Выбрать главу

История молодого дипломата запала мне глубоко в душу. Мне казалось, я хорошо понимаю, что заставило его пойти на такой поступок, и мне было его очень жаль. В то же самое время я почувствовал облегчение, узнав, что именно вызвало усиление правил секретности в Миссии и министерстве. В основе всего лежало реальное событие, случившееся за много сотен километров от Нью-Йорка. Но мне было вовсе не сложно представить себе, как КГБ заманивает меня в такую же ловушку, какую он расставил для молодого дипломата, которого просто-напросто выманили из Южной Америки домой, выследили и наконец затравили. Он был доведен до такого отчаяния, что подготовился к самоубийству и выбрал смерть. Я не хотел такого конца. И поэтому я должен вновь возродить в себе ту сверхчувствительность, которую мне удалось в свое время приглушить, мне нужно постоянно помнить об опасности. Жить в страхе — не слишком приятно. Однако я понимал, что, отрешившись от страха, теряю наилучшее средство защиты от разоблачения.

К счастью, КГБ помог мне вновь выстроить мою защитную линию. В моем сознании начали всплывать необычные случаи, происшествия, которые, если рассматривать их по отдельности, ничего особенного собой не представляли. Насторожившие меня инциденты начались почти сразу же после моего разговора с приятелем по министерству. На следующий вечер я сел в экспресс на Курском вокзале: я отправлялся в Крым повидаться с матерью. Поезд отходил в полночь, и, войдя в купе, я обнаружил, что моя соседка — женщина. И мне, и ей крупно повезло, что мы получили билеты по броне в поезде курортного направления в самый разгар летнего сезона — очевидно, она тоже пользовалась определенными привилегиями.

Я вышел в коридор покурить, чтобы дать ей переодеться, и, глядя в темную ночь за окном, заметил человека, которого уже видел в зале ожидания на вокзале. Он не курил, а просто стоял в коридоре, как часовой. И наутро, когда я вышел, чтобы дать моей соседке одеться, он опять был тут как тут, а придя завтракать в вагон-ресторан, я первым делом увидел опять его.

Я не слишком задумывался над этими совпадениями, просто машинально регистрировал всякий раз его присутствие и не очень волновался по этому поводу. В его внешности и поведении не было ничего угрожающего, но интерес к моей персоне явно выходил за рамки обычного любопытства. Сойдя с поезда в Евпатории, окунувшись в бархатный воздух солнечного Крымского побережья, я совершенно забыл о нем. Мать встречала меня. Ей шел уже семьдесят шестой год. После смерти моего отца она снова вышла замуж и жила в Крыму. К моему большому огорчению, они с Линой невзлюбили друг друга и не желали общаться. Поэтому я приехал к ней один. Как бы то ни было, она моя мать, и я очень хотел ее видеть. Это была последняя ниточка, связывавшая меня с детством, и мне надо было вернуться в былое, молча попрощаться с ней, надеясь на ее прощение за то, что я оставляю свою страну, не сказавши ей.

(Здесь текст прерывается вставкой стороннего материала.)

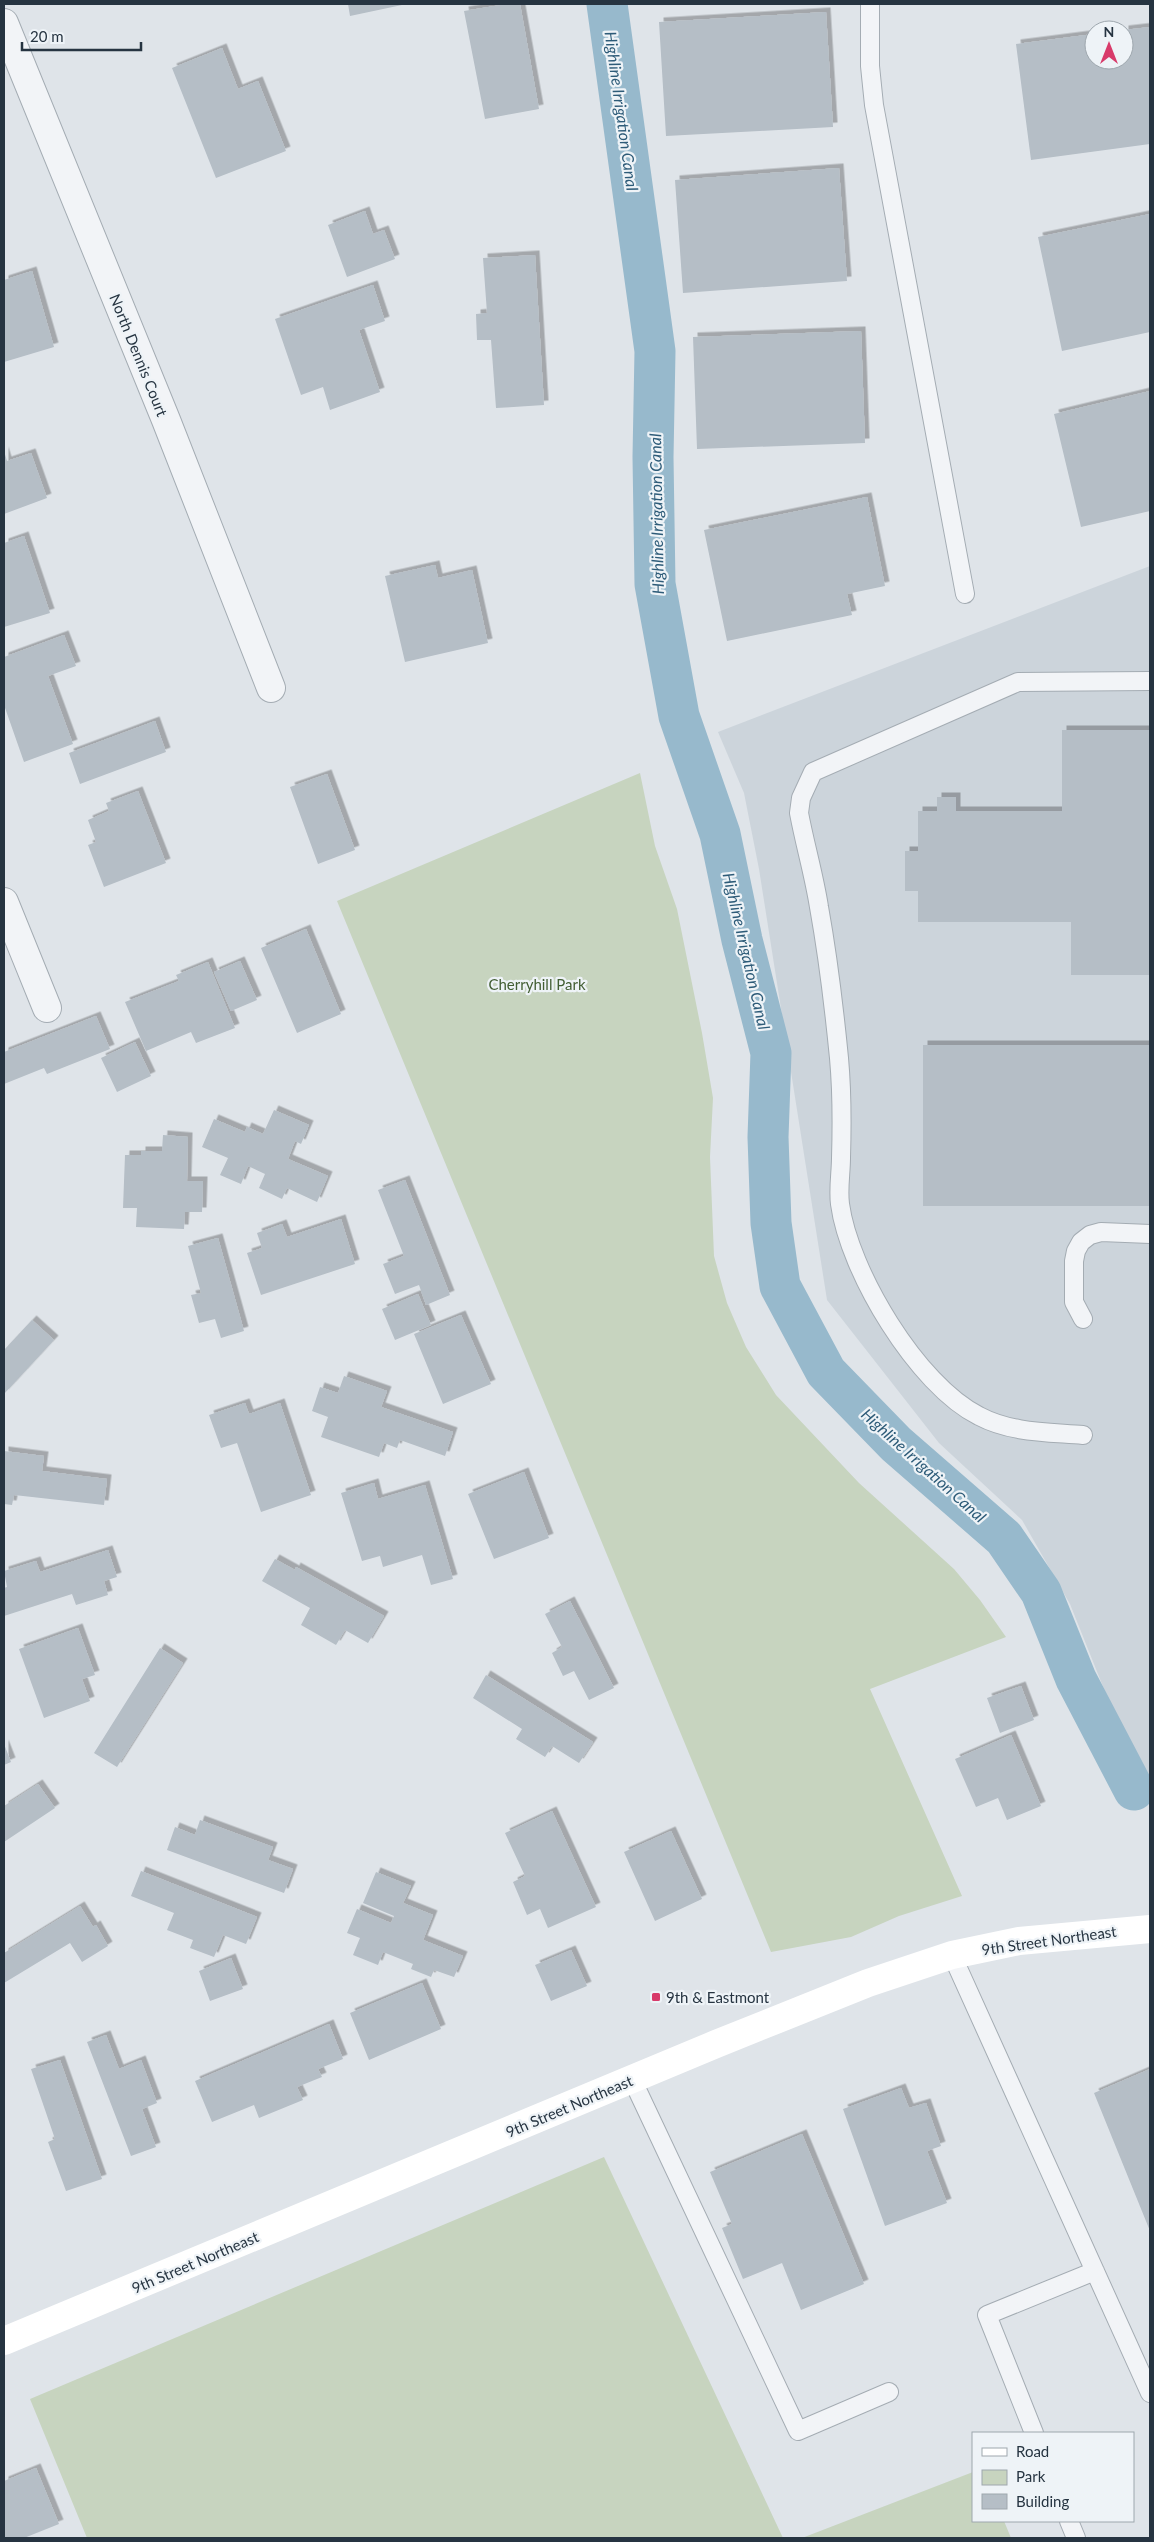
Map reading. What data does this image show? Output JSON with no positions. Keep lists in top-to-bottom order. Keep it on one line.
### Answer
{"streets":{"main road":["9th Street Northeast"],"street":["North Dennis Court"]},"water":["Highline Irrigation Canal"],"parks":["Cherryhill Park"],"places":{"transit":["9th & Eastmont"]},"legend":["Road","Park","Building"],"scale_bar":"20 m","north":"top"}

Через несколько дней я уезжал в Москву и в момент отъезда получил урок вездесущего присутствия КГБ. Когда я протянул кондуктору билет, он попросил меня подождать, и к нам подбежал другой служащий, объясняя, что мне выделили билет в другом месте. Мне дали купе в другом спальном вагоне, который был относительно пуст. Это само по себе было странно. В разгар летнего сезона — пустые места в поезде, идущем из Крыма: какая-то загадка…

Я начал подозревать, что КГБ в последнюю минуту заменил мой зарезервированный билет и организовал пустые места в вагоне. За мной следили, так же, как и на пути в Крым. Снова, стоило мне выйти из купе, в коридоре стоял молчаливый соглядатай. Он же неизменно оказывался в вагоне-ресторане, где я завтракал и обедал. И хотя это был совсем другой человек, не тот, что сопровождал меня в Крым, они были похожи друг на друга тем холодным профессионализмом, с которым наблюдали за мной.

Я пришел к выводу, что для наблюдения за мной КГБ поместил меня в вагон, где были зарезервированы места для служебного пользования. Иностранных журналистов и дипломатов, путешествующих поездом, обычно размещали в этих кагебешных вагонах. Узнав о моем возвращении в Москву в последний момент, агенты КГБ засуетились, чтобы изменить мой заказ и поместить меня туда, где им проще всего было держать меня в поле зрения.

Это проявление всемогущества и вездесущности КГБ удивило меня не слишком, но вот то, что я стал объектом их внимания, — очень заботило меня. Андрей Громыко и все сотрудники Министерства иностранных дел относились ко мне, как обычно, но тайная полиция занимала, вероятно, другую позицию, и это наводило на дурные мысли.